Sunday 5 December 2010

Positive feedback and bad backs

I came back to Devon with a sheaf of copies of my third and fourth chapters, all annotated with helpful suggestions from fellow students and many positive comments about the story etc. I was heartily relieved, they are a tough audience but so helpful! It's inspired me to get on and rewrite chapter 5, especially as I want to divert the story from its previous trajectory and make it go in another direction.
Then I really trashed my back. In a garden centre, reaching for something. For goodness sake! Anyway, I managed to avert the whole kablooey but I am now extremely sore and can't stand upright. My checklist for a really bad back includes: have i got control over my bladder (yep); and can I still feel my feet (yep). So it's not as bad as it could be, but I can't sit at the computer for very long. About 500 words at a time. This is forcing me to do a bit more thinking between bouts of writing, which is probably a good thing, as I can easily write for 20 or 30 thousand words - before I realise that train of thought isn't going anywhere. 
I'm wary of letting any kind of relationship goo sneak into my books because I'm a sucker for a romance and it takes over, but this time I'm attempting the fine line between sexual tension and giving in to it. Tricky. In between painkillers and cuddling up to my new microwaveable heat pad (thanks to my husband, who is a genius!) I am wrestling with the vivisection of innocent bystanders and the historical research I have to do lying down. 

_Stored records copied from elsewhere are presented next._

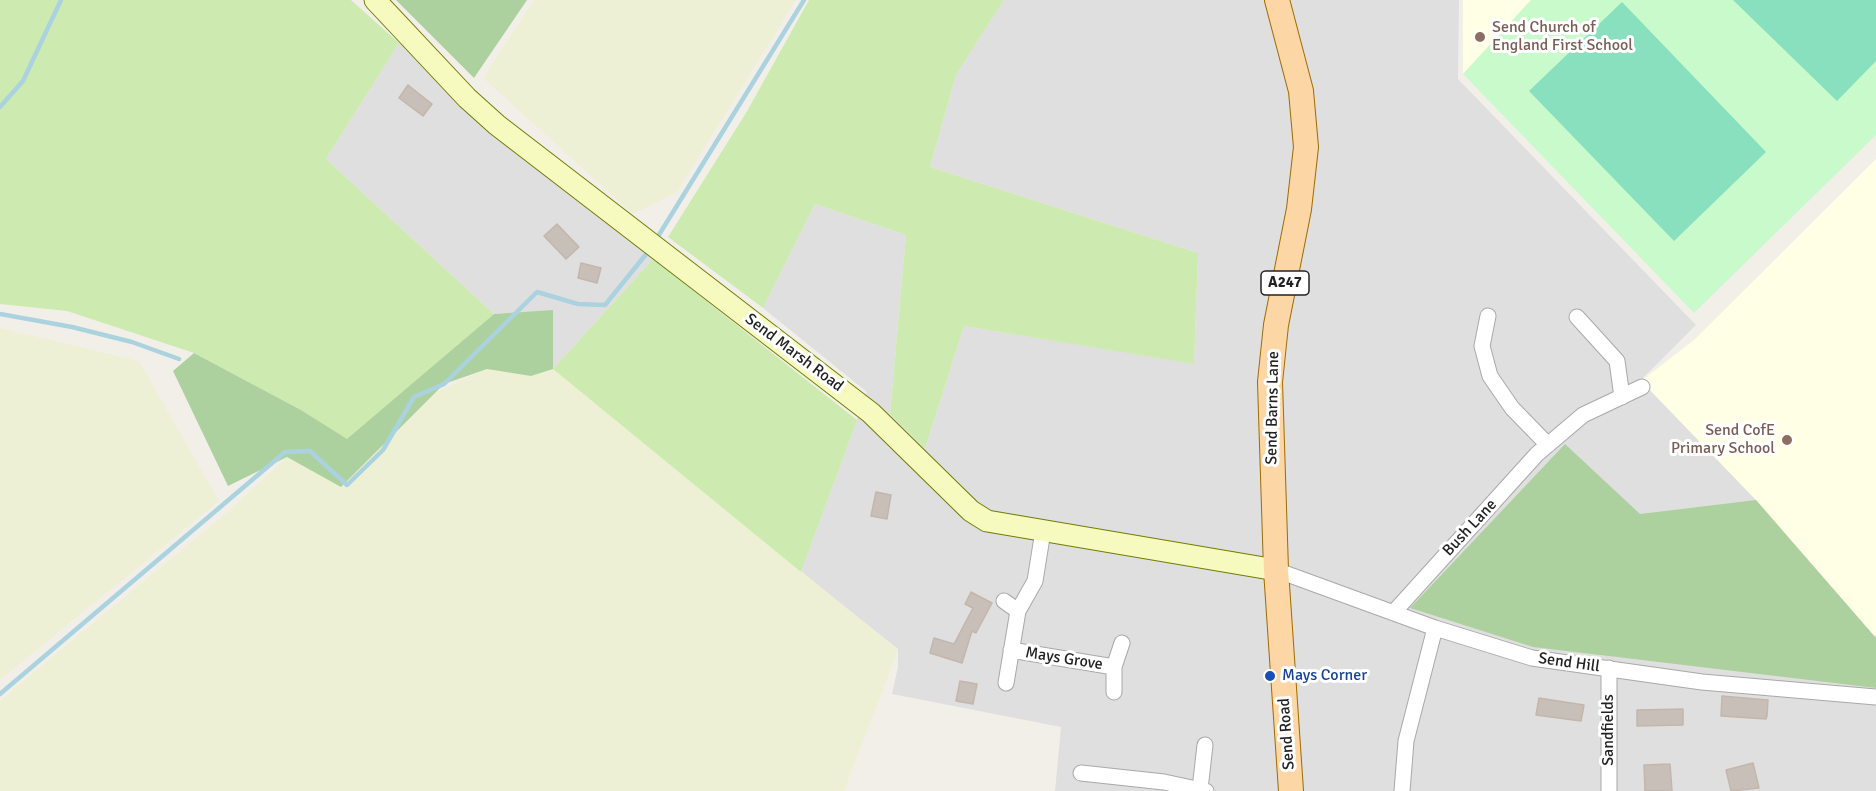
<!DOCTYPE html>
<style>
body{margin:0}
canvas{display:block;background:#f2efe9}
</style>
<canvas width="1876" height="791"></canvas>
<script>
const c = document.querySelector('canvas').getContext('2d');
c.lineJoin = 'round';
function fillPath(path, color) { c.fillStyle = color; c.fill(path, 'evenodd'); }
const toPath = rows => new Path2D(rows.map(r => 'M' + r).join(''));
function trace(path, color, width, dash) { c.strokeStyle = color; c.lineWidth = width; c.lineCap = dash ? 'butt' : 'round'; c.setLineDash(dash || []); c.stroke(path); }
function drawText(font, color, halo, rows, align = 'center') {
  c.font = font + ' Signika,sans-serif'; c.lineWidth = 6; c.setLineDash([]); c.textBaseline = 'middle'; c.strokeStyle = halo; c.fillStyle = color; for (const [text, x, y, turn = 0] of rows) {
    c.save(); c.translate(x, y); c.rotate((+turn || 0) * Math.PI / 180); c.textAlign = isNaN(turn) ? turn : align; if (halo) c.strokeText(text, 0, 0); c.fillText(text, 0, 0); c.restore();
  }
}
fillPath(toPath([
 [1004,0,1459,0,1458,79,1696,325,1641,380,1756,500,1874,636,1876,635,1876,791,1055,791,1061,727,892,694,898,667,898,649,801,572,867,392,763,308,815,204,906,235,890,414,925,449,964,326,1194,363,1198,253,930,167,956,75],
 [399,43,653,259,553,369,553,311,494,314,326,159]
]), '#e0dfdf');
fillPath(toPath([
 [1463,0,1531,0,1463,74],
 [1876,159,1876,635,1874,636,1756,500,1641,381,1694,340]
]), '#ffffe5');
fillPath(toPath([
 [534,0,796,0,677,192,633,214,483,78],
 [0,328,139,361,219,501,0,680],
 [487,369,531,376,553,369,898,650,844,791,0,791,0,701,16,687,231,509,287,457,342,486,436,392]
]), '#eef0d5');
fillPath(toPath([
 [0,0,351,0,399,43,326,159,494,314,347,440,301,410,194,353,67,311,0,304],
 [809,0,1004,0,956,75,930,167,1198,253,1194,364,964,326,925,449,890,414,906,235,815,204,763,308,668,237,746,113],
 [653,259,857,420,801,572,553,369]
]), '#cdebb0');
fillPath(toPath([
 [396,0,527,0,474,78],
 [553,310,553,369,531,376,487,369,444,384,341,487,287,457,228,486,173,371,194,353,301,410,347,439,494,314],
 [1565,444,1640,514,1756,500,1876,638,1876,688,1533,647,1410,608]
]), '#add19e');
fillPath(toPath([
 [1531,0,1876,0,1876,135,1694,313,1463,74]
]), '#c8facc');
fillPath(toPath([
 [1733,0,1876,0,1876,61,1837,101],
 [1622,2,1766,152,1674,241,1529,91]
]), '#88e0be');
trace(toPath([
 [0,107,23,81,61,0],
 [657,238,804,0],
 [0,314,72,327,132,342,179,359],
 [0,694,285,452,310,451,347,485,383,450,414,397,444,384,537,292,578,304,605,305,647,253]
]), '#aad3df', 4.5);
const building = toPath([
 [408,85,432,104,423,116,399,98,408,85],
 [557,224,579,247,566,259,544,236,557,224],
 [581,263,601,268,597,283,578,278,581,263],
 [876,492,891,495,887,519,871,516,876,492],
 [971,592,992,603,976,633,972,631,962,663,930,653,934,638,954,644,973,608,965,604,971,592],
 [960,681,977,684,973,704,956,701,960,681],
 [1722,696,1768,700,1767,716,1766,719,1721,716,1722,696],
 [1539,698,1584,705,1581,721,1536,715,1539,698],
 [1683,709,1683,725,1637,726,1637,710,1683,709],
 [1753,763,1759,788,1731,791,1726,770,1753,763],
 [1670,764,1672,791,1645,791,1644,765,1670,764]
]);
fillPath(building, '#c7bfb8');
trace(building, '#c4b6ab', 1.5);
const street = toPath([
 [1488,316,1482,346,1490,376,1512,408,1548,445],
 [1577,317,1617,361,1622,397],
 [1276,570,1435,628,1532,658,1702,682,1876,697],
 [1004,601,1018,611],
 [1394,612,1537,454,1583,415,1642,387],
 [1011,650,1114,667,1114,692],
 [1114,667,1122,643],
 [1006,683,1018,611,1035,581,1043,531],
 [1081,773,1164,782,1206,791],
 [1200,789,1205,745],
 [1402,791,1406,741,1435,628],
 [1609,791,1609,668]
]);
const secondary = toPath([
 [375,0,467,98,497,125,871,413,971,511,987,521,1276,570]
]);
const primary = toPath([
 [1277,0,1301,91,1306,147,1299,209,1276,325,1270,382,1276,570,1291,791]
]);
trace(street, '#a9a9a9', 17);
trace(secondary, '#707d05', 23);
trace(primary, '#a06b00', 26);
trace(street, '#fff', 15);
trace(secondary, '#f7fabf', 21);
trace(primary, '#fcd6a4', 24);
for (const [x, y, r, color] of [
 [1480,37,6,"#8d6e63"],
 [1787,440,6,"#8d6e63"],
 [1270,676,6,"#1a4fb4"]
]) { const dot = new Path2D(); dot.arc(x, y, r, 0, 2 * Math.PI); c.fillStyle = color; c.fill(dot); trace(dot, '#fff', 2); }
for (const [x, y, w] of [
 [1285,283,48]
]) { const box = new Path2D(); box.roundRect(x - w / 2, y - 12, w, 24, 4.5); c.fillStyle = '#fff'; c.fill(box); trace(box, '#222', 1.5); }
drawText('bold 15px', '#222', null, [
 ["A247",1285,283]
]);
drawText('16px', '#785e54', '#fff', [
 ["Send Church of",1492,28],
 ["England First School",1492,46],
 ["Send CofE",1775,431,"right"],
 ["Primary School",1775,449,"right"]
], 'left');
drawText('16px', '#222', '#fff', [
 ["Send Marsh Road",794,353,37],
 ["Send Barns Lane",1273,408,-89],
 ["Bush Lane",1470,528,-47],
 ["Mays Grove",1064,659,9],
 ["Send Hill",1569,663,8],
 ["Sandfields",1609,730,-90],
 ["Send Road",1287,734,-94]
]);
drawText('16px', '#164399', '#fff', [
 ["Mays Corner",1282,676]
], 'left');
</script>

I'm going to miss a week of lectures, which I hate, I'm one of those nerdy people who like to go to everything I've committed to. But I have read all the theory and followed up with a fair amount of research, as well as having completed almost all of the toolkit. that just leaves the fiction stuff, which I will work on tonight. Meanwhile, the same husband has had to go down to Winchester to help the boys out, work, and will be back later in the week. Which gives me the centrally heated bedroom and king sized bed all to myself...lovely after the cramped and cold quarters in Hampshire!